Sunday 1 November 2009

Being more expert on Burkina Faso than the day before.

It took me an hour and a half to get round the supermarket and buy pumpkin pie ingredients for R yesterday. Mostly because I spent the main part of this time sitting on the bonnet of my car talking to the lovely man who had offered to wash it.

I always think that everyone has a story and the most fascinating tales come to you when you least expect it. He walked up to me and said "Excuse me, lady, but THAT baby needs a wash" and proceeded to pick at the great globule of windscreen bird muck with his fingernail. I shrieked with prissiness and tried to find him a wetwipe. He laughed back at me. "Lady, " he said "I am from Burkina Faso. We don't worry about such things there."

I was immediately hooked. "Burkina Faso?"

He grinned. "I bet you don't know where it is".

I have pride, even in a supermarket car park near Staines. I told him I knew exactly where it was, that it rubbed its landlocked borders with Mali and Niger, and Ghana and Togo (I swallowed that last one a bit as I wasn't sure - I always mix up Togo with Benin, ignorantly. Having looked at the map now, I can see it's both, anyway). I said it used to be called Upper Volta, had been nabbed by the French, and it's capital was Ouagadougu and I sat down on the bonnet and waited for him to be impressed.

He wasn't. He laughed again. "Not Ouagadougu," he chuckled. "OuagaDOUgu".

It did sound better when he said it. And I thought mine was close but he shook his head and said "No, no, terrible", though very amiably. But he did come and lean against the bonnet and we started talking. About Burkina Faso and what it was like. And I learnt absolutely loads.

He told me how Burkina Faso's neighbours all envy her for her organisation, palm wine and film festival. He told me Burkinabe are relaxed happy people who like to read and tell stories. He took me through the transition from independence to today's regime semi-presidentiel, (sorry, can't find acute accents in this format) and that Burkina Faso means "A Country of Honest People". He told me his favourite dish was a mix of rice, okra and peanut sauce and his Mum made it best. And that 200 000 are still homeless from the summer flooding. And that just after his grandfather had died, his apparition had appeared at his neighbour's house, floated round the dinner table wagging its ghostly finger and scolded him, in front of his family, for having had an affair. And then he sang the anthem for me. Une Seule Nuit. I'd never heard it before.

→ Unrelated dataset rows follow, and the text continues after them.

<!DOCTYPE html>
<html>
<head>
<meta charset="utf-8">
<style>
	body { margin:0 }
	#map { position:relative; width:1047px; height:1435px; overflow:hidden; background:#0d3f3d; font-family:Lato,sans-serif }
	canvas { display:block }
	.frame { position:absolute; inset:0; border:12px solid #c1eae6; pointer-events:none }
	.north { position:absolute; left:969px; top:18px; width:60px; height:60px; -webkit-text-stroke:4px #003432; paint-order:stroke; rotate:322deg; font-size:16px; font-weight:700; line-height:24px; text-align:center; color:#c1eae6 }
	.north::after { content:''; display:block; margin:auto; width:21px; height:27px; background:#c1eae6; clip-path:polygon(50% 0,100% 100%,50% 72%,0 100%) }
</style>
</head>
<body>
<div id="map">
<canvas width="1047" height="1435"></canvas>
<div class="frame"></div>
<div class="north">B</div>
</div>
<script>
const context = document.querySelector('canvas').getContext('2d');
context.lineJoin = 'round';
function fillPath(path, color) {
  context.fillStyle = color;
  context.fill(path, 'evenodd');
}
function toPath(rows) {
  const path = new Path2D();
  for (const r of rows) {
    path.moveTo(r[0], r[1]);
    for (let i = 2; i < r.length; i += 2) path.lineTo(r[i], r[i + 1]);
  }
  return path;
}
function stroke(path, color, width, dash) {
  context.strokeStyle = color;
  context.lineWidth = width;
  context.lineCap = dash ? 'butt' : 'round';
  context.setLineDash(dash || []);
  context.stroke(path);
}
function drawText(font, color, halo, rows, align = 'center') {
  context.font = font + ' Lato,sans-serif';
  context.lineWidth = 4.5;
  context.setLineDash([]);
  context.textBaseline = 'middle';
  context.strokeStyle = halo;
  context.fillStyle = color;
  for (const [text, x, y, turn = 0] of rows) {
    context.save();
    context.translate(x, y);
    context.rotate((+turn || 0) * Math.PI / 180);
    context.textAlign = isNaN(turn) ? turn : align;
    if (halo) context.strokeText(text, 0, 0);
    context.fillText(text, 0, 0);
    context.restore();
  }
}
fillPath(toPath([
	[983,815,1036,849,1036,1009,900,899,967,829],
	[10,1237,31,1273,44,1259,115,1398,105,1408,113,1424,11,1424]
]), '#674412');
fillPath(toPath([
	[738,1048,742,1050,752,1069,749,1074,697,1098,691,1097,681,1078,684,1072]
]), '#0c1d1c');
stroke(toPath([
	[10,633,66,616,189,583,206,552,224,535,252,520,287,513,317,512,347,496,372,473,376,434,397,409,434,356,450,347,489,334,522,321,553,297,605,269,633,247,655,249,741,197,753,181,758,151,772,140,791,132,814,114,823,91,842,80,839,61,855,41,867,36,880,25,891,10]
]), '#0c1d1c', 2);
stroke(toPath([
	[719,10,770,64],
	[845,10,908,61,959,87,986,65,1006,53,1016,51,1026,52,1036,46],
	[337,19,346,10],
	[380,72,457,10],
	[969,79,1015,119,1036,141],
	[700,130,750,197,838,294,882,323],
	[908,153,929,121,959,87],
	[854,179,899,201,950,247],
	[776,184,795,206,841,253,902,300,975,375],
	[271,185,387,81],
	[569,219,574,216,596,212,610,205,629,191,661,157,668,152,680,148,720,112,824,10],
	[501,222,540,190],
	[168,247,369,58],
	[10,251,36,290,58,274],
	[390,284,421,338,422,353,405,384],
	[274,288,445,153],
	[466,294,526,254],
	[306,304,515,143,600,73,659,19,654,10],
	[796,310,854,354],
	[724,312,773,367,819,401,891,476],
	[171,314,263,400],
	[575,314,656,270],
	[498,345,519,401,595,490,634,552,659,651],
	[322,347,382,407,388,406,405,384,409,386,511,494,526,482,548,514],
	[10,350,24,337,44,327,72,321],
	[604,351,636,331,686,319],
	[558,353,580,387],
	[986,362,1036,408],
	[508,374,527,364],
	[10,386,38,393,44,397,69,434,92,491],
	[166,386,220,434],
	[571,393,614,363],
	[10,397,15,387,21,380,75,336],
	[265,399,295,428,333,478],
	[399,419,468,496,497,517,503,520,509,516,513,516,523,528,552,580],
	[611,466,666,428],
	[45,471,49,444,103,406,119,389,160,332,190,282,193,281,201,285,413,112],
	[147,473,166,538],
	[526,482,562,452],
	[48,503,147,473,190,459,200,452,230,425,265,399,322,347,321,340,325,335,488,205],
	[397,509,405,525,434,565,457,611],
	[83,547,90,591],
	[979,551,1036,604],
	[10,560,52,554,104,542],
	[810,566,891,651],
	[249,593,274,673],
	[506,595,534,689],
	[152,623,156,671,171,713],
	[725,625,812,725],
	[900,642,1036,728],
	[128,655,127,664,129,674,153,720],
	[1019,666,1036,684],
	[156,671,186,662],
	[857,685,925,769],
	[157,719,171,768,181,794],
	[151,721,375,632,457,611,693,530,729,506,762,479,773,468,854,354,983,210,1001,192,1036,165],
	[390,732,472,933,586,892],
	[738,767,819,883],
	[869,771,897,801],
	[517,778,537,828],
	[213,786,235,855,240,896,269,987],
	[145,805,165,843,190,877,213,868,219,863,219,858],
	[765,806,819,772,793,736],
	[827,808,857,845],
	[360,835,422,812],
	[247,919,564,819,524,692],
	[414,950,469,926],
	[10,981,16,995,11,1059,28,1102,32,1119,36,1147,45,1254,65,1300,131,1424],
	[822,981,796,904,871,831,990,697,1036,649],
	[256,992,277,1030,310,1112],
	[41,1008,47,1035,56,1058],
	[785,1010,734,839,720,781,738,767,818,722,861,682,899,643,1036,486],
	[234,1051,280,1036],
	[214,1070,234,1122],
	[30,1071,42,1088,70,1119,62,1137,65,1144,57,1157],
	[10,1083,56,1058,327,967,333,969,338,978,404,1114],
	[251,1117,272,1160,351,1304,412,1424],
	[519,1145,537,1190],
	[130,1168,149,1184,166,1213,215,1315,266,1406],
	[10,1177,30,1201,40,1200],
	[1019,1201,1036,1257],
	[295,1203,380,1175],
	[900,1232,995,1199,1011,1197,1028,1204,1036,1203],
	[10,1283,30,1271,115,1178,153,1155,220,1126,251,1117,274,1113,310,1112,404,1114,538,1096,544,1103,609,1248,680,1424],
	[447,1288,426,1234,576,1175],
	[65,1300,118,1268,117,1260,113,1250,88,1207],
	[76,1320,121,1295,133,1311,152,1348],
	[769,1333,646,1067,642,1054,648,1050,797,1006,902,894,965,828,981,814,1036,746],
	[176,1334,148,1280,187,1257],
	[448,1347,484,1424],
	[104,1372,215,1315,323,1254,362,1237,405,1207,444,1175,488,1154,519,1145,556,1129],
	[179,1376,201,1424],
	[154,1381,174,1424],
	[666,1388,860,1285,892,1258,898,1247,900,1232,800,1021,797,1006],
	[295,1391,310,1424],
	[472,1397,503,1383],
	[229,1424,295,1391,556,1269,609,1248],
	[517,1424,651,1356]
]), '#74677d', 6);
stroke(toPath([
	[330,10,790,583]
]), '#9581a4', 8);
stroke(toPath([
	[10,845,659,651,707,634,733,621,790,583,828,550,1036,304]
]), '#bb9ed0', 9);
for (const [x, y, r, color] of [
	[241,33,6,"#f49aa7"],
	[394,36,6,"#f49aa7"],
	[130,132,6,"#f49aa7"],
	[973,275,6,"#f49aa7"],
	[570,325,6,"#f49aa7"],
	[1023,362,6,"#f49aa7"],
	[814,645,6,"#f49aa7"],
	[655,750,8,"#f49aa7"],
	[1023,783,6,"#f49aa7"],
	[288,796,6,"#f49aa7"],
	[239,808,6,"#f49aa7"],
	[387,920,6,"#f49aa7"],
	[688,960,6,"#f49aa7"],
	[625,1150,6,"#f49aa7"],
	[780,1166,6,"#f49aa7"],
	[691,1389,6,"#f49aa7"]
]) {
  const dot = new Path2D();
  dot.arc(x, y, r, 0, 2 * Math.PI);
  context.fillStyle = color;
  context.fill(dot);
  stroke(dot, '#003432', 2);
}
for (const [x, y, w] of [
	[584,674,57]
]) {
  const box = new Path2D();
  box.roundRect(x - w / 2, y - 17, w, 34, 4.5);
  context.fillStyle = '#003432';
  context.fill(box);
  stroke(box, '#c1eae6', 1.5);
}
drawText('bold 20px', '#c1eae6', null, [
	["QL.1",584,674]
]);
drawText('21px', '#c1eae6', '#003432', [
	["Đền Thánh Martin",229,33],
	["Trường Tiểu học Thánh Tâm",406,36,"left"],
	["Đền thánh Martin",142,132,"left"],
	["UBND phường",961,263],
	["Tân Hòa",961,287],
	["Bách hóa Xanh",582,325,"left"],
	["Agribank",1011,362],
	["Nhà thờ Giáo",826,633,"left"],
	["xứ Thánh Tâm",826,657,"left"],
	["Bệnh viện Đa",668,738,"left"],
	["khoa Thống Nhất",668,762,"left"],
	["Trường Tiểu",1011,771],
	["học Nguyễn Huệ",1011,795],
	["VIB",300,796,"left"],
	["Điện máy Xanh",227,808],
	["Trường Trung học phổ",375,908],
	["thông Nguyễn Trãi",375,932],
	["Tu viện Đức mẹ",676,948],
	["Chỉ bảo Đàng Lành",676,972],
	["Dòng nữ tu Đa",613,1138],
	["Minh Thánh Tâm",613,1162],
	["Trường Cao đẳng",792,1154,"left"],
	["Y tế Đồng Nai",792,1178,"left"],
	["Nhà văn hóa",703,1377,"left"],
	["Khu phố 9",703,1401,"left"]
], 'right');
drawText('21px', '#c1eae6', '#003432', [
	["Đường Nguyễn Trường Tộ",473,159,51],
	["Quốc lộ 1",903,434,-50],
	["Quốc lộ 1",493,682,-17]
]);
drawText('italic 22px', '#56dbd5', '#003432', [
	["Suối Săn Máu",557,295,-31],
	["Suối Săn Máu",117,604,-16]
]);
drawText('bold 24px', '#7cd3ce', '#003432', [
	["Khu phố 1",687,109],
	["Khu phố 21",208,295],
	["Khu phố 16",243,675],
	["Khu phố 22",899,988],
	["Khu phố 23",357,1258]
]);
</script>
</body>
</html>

It is amazing how the most interesting moments come flying at you when you least expect them. I got pretty much the whole shop done in a wonderfully smoky daydream of Burkina Faso and without the tiniest shred of Shopper's Impatience.

One can learn much in Sainsbury's car park on Saturday afternoon. Who'd have thought it?

He also pointed me towards this. I have no idea what it's about, but I'm imagining it might be something to do with getting plastered? Odd, but vaguely compelling.



After-afterthought...
Although one more thing - how awful that so many people have lost everything in one tiny country and the thought of it has barely crept into my mind. THAT was badly done, Emma. Badly done indeed.